Marketing

Constant Contact: Death of Email Marketing Greatly Exaggerated

Several months ago Constant Contact, an email marketer, became aware that much of its customer base was intrigued by the daily deal model. However, it also noticed that once those companies actually tried out the model, their enthusiasm for it diminished considerably.

“Daily deals just don’t work for a lot of companies, especially small businesses,” Dave Gilbertson, vice president and general manager of SaveLocal, Constant Contact’s latest product, told CRM Buyer.

“The customers that offerings like Groupon attract are looking for bargains and are unlikely to become repeat buyers,” he said.

What small businesses want is more customers like the ones they already have.

That got Constant Contact thinking: Why not build a product that allows small businesses to market a daily deal to their existing customer base? Thus it developed SaveLocal, which it tried out in beta for several months until just releasing it generally.

The application guides users into developing their own offers for existing customers. A typical example might be an offer for the customer to buy a deal, share it, and receive a US$50 discount, Gilbertson said. “It encourages the best kind of growth for a small local business — word of mouth.”

Not Your Father’s Email Marketer

Constant Contact’s development of SaveLocal is more than just a story about a vendor recognizing a customer pain point and then delivering a service in response. Rather, this approach to market has become the modus operandi for the entire email marketing space.

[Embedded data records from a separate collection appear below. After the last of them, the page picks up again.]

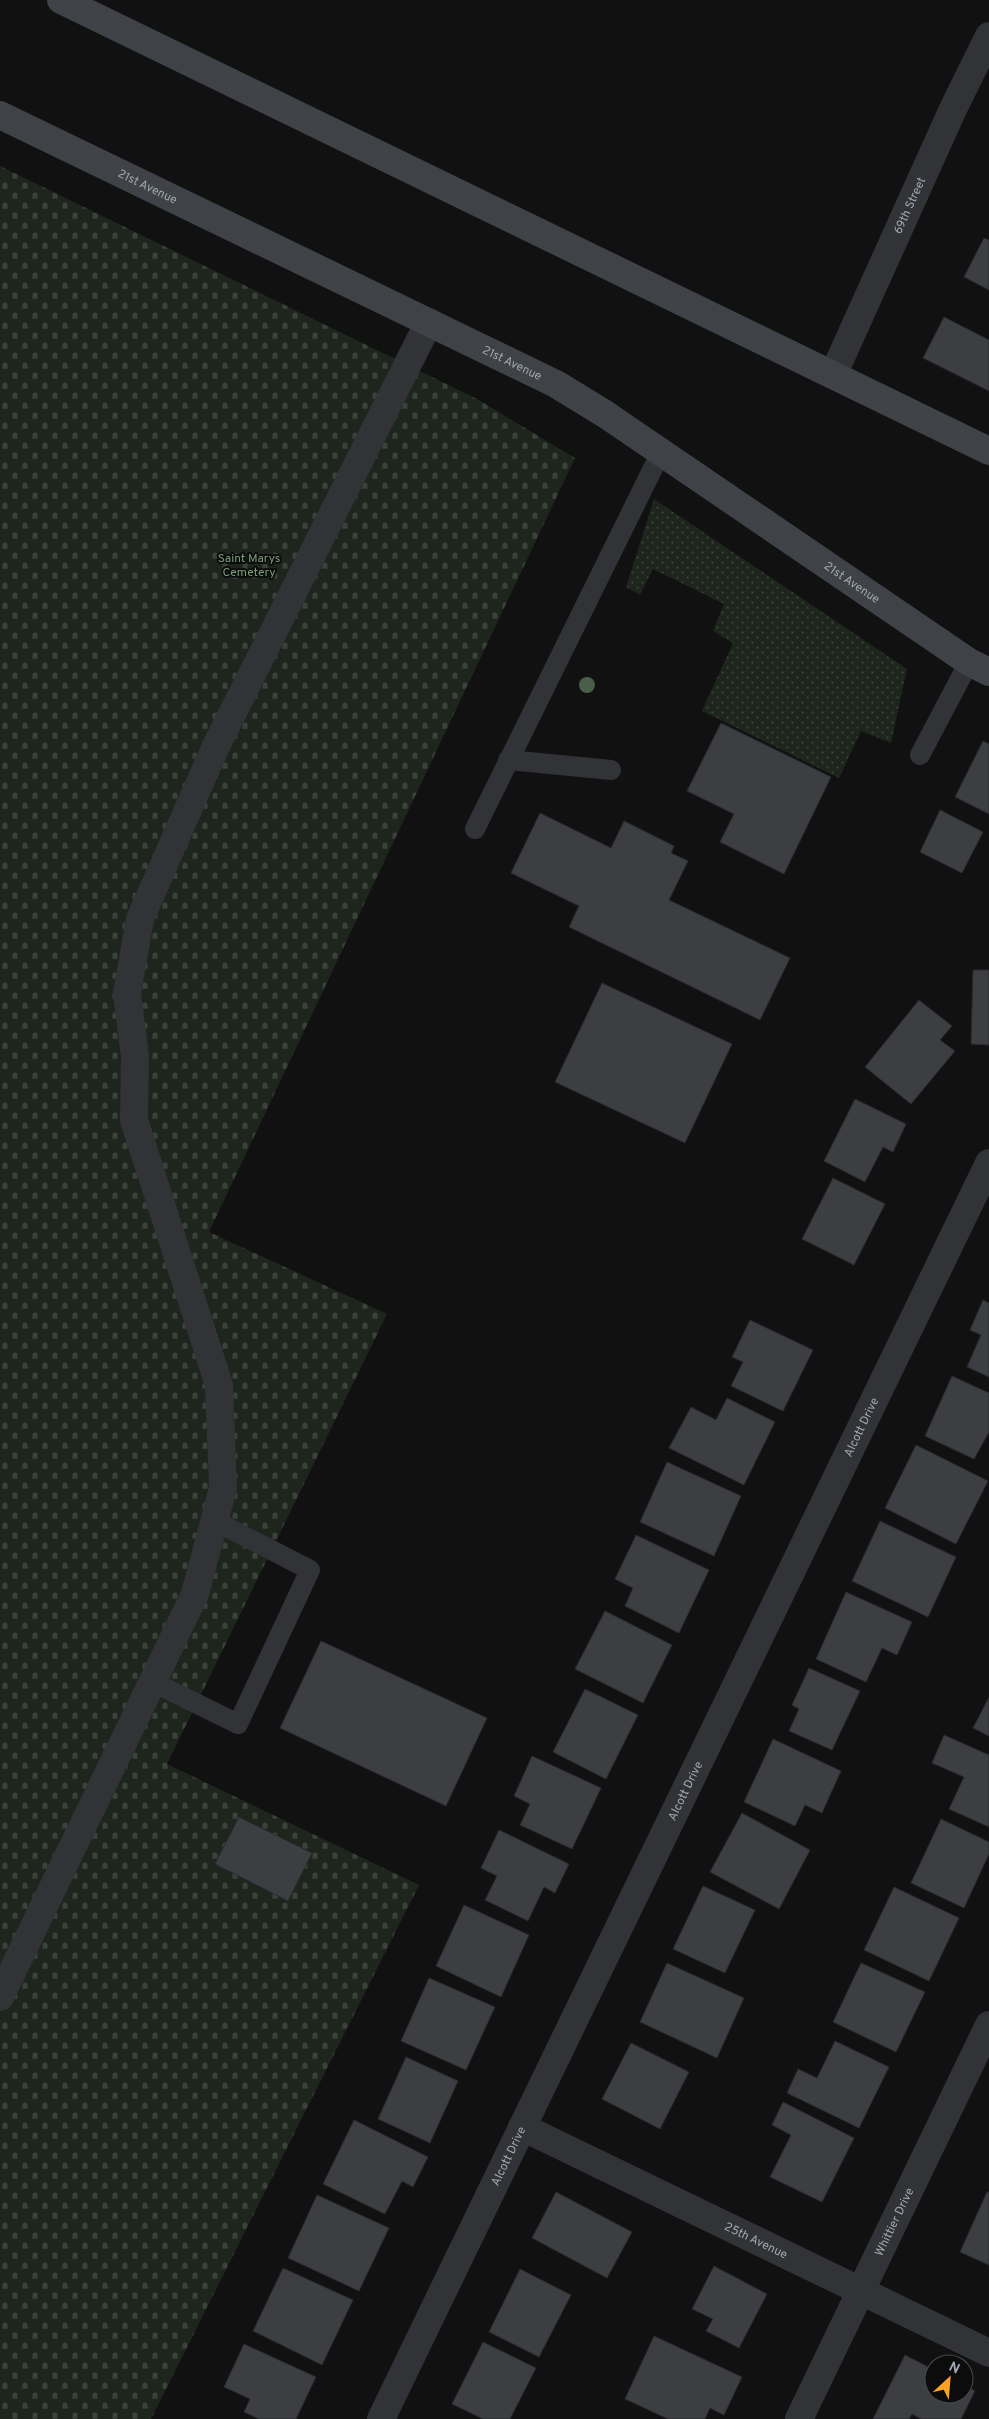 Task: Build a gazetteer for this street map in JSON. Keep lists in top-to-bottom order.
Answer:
{
  "streets": {
    "street": [
      "21st Avenue",
      "69th Street",
      "Alcott Drive",
      "Whittier Drive",
      "25th Avenue"
    ]
  },
  "crossings": [
    ["Alcott Drive", "25th Avenue"],
    ["Whittier Drive", "25th Avenue"]
  ],
  "parks": ["Saint Marys Cemetery"],
  "north": "top right"
} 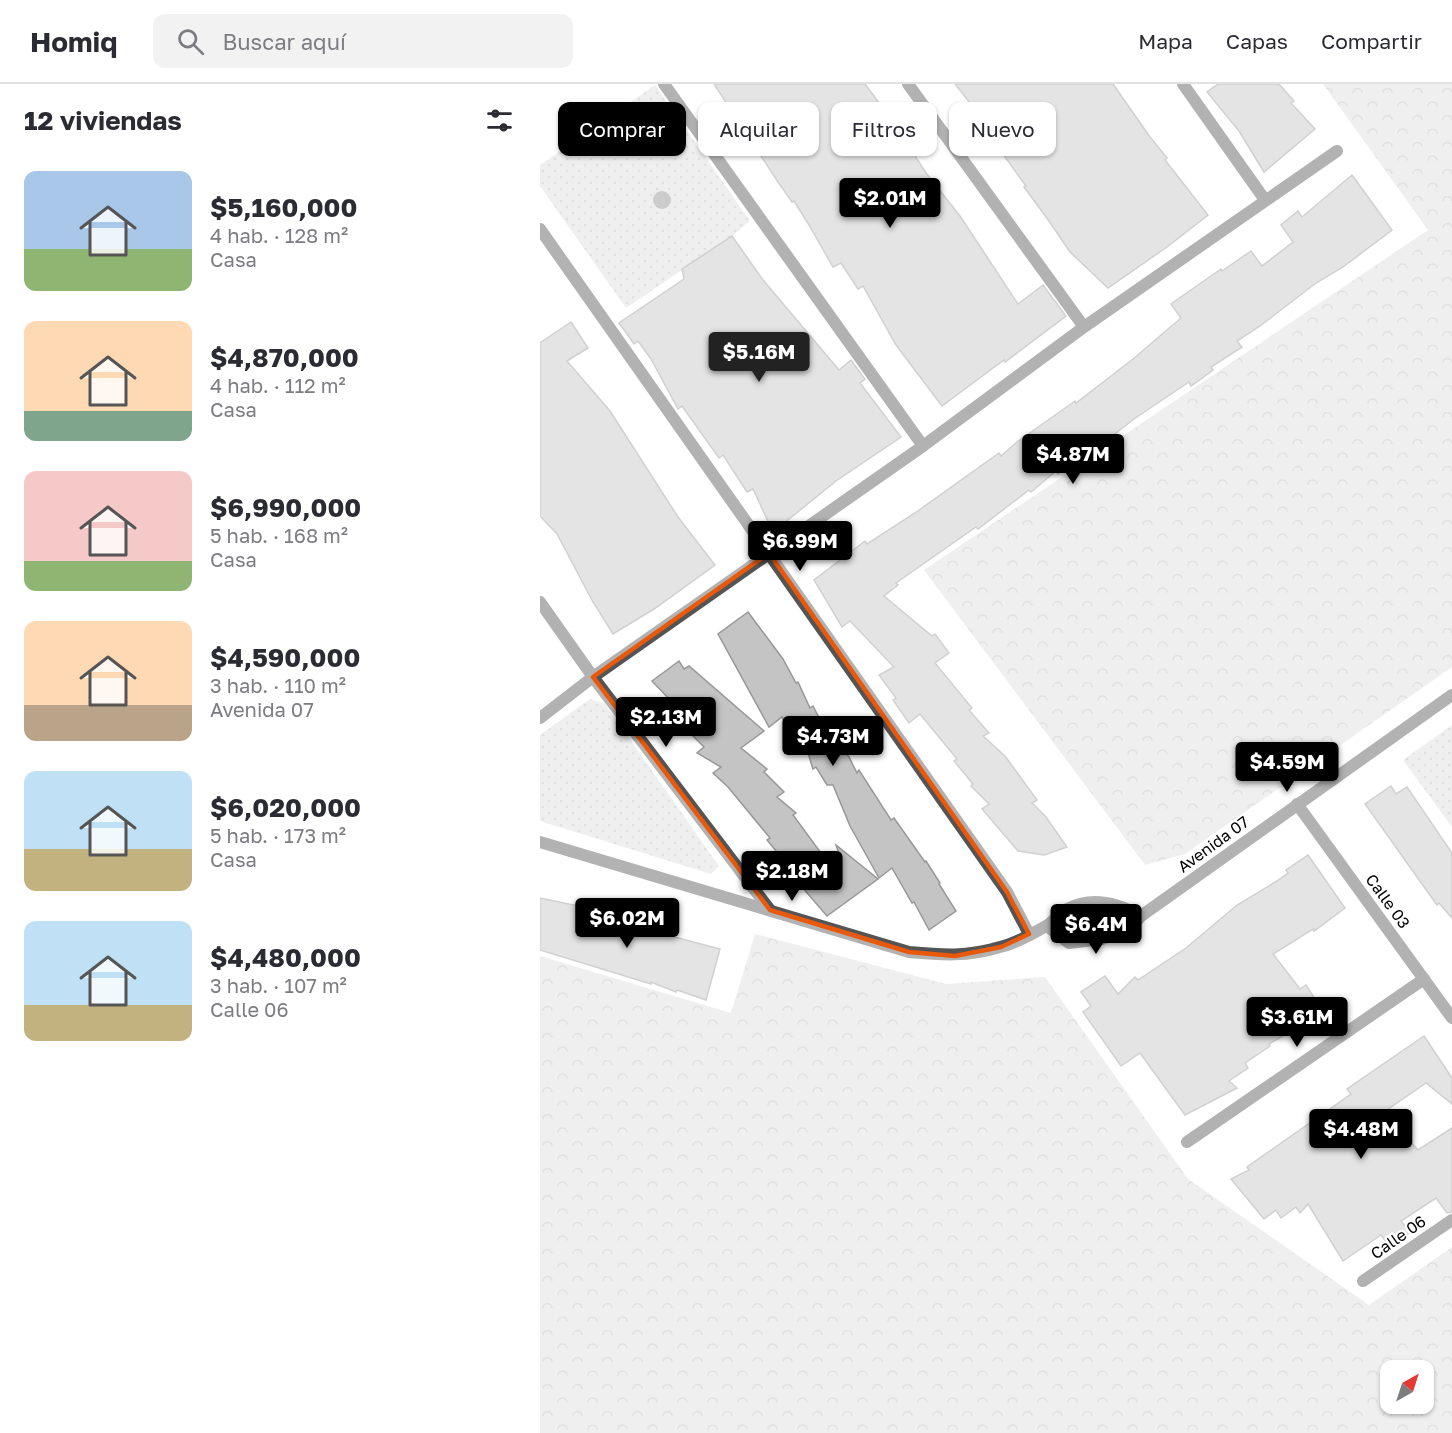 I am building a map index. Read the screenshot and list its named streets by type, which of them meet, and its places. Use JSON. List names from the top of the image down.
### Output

“A few years ago, everyone thought email was dead,” Dave Scott, CEO of Marketfish, told CRM Buyer. “Social just arrived on the scene and people wondered why they would ever send an email again if they could just tweet or message you on Facebook.”

Clearly they were wrong, he added. “Email is thriving today because everyone understands that it is one of the best one-to-one communication mediums in the world.”

Indeed, top vendors such as Constant Contact, Silverpop, Vertical Response and LiveIntent, to name a few, now offer some kind of integration to social media and to mobile as well.

Typical of these offerings is Silverpop’s Publish-to-Social tool, which allows marketers to push campaigns and information from email newsletters to Facebook and LinkedIn.

Increasingly, though, email marketers are branching out even farther with programs like Contact Contact’s initiative to add daily deal functionality. Constant Contact provides another example as well: It has its eye on loyalty card technology, having acquired CardStar at the beginning of the year.

QR codes are increasingly being added to the mix.

When a retail client wanted to use its email marketing database to expand, Vertis “added QR Codes to direct mail, inserts and in-store signage,” Jeanne Bayers, email services strategist, told CRM Buyer.

“Once scanned, the customers landed on an opt-in page for a loyalty program that the client was interested in growing,” she said. “The customer saw a 52 percent completion rate and has decided to continue using QR Codes to help build their database.”

The Cross-Channel Customer

In a way, it is natural that email is the channel through which these more advanced forms of digital marketing are integrated, Len Shneyder, product marketing manager of IBM Enterprise Marketing Management, told CRM Buyer.

“Email is the foundation of any marketer’s digital communication program,” he said. It “provides a rich source of content to be shared into social networks, as consumers are checking email on mobile devices and making purchases on those same devices from offers received in email.”

At the same time, consumer behavior is increasingly more “cross-channel” in nature, he added. “It’s not uncommon for a consumer to receive an email on their phone, come home, grab their tablet for a richer experience, and make a purchase in a mobile app.”

This kind of behavior means that email has to be more flexible, Shneyder concluded. “Email has to be optimized for a number of devices, platforms and browsers. It has to work just as well on an iPhone as an Outlook email client.”